Another year is almost over. For most people, it’s both a time of reflection and anticipation. We think of what we’ve accomplished and remember the happy moments that made us smile, while also vowing to do better or change something in the New Year. It’s time to say good-bye (or good riddance) to all this year has brought. Many view it as a fresh start and look to the future with hope. This will be a good year, we tell ourselves.
This time, I find myself not knowing what to think. Of course, I’m hopeful this year will be better than the last. And, naturally, I have many good memories to look back on. But one thing has not changed: I’m still emotionally stuck in the same place I was last year. I promised myself 2019 would be better; it wasn’t. I really believed I could let go of the biggest and most hurtful betrayal I’ve ever experienced. I haven’t. I’m still wounded. I cry for the life I thought I had. I cry because I believed I mattered, but keep seeing so many signs that say I don’t. I cry because I’ve worked so hard to make life better for everyone else and have no idea how to make it better for me. I don’t want pity, and I certainly don’t want things. I just want a chance to live my best life again, surrounded by people I care about, that truly care for me. And, more than anything, I want to feel peace.

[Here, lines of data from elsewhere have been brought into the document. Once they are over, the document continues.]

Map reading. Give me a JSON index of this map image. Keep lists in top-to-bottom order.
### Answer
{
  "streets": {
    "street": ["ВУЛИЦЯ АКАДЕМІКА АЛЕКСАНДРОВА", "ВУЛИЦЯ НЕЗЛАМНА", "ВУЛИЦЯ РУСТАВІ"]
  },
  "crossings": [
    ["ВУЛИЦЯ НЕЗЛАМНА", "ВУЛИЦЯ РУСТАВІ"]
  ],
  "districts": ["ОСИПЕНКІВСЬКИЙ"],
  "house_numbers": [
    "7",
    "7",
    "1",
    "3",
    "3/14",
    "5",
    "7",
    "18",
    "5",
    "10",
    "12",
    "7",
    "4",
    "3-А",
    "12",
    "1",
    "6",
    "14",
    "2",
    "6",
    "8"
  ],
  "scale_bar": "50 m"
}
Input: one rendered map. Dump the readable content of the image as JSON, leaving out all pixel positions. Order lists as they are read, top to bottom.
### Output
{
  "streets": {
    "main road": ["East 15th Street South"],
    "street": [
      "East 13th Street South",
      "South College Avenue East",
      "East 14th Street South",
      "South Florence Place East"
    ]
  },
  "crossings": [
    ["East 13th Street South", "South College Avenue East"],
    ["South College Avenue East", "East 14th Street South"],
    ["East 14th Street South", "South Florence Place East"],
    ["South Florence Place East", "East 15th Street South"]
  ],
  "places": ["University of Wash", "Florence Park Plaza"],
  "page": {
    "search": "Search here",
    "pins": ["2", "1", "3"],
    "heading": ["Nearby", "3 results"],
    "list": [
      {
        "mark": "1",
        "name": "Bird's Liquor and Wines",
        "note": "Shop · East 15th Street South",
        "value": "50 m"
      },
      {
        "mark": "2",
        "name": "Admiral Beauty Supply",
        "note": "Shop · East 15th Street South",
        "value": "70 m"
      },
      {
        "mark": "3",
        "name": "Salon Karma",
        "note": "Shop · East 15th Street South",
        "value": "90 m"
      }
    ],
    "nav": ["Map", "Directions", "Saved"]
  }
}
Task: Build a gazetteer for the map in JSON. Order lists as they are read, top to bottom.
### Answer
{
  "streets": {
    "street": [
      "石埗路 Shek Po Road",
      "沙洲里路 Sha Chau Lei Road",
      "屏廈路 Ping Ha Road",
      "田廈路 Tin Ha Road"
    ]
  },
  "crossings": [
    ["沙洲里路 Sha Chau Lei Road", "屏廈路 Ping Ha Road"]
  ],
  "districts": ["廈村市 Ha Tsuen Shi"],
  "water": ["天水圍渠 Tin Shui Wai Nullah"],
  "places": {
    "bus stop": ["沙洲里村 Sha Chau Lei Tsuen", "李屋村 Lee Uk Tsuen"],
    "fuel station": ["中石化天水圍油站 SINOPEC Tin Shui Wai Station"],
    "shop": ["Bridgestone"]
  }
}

I know I’m not alone. Many of you feel the same way. So how can we get to where we want to be in 2020? The answer is: Take action. I’d like to remind you of my post from October 2018: “Thinking won’t solve your problems. Doing will.” (You can read it at: https://www.facebook.com/deannakahlerauthor/photos/a.1488516158110690/1918612465101055/?type=3&theater)
As 2019 comes to a close, I know one thing for sure. The only way to get to somewhere is to do something. It’s up to you to decide what that will be. Make 2020 the year you take action. Share one thing you'd like to accomplish in 2020 in the comments below. Best wishes to all for an awesome year!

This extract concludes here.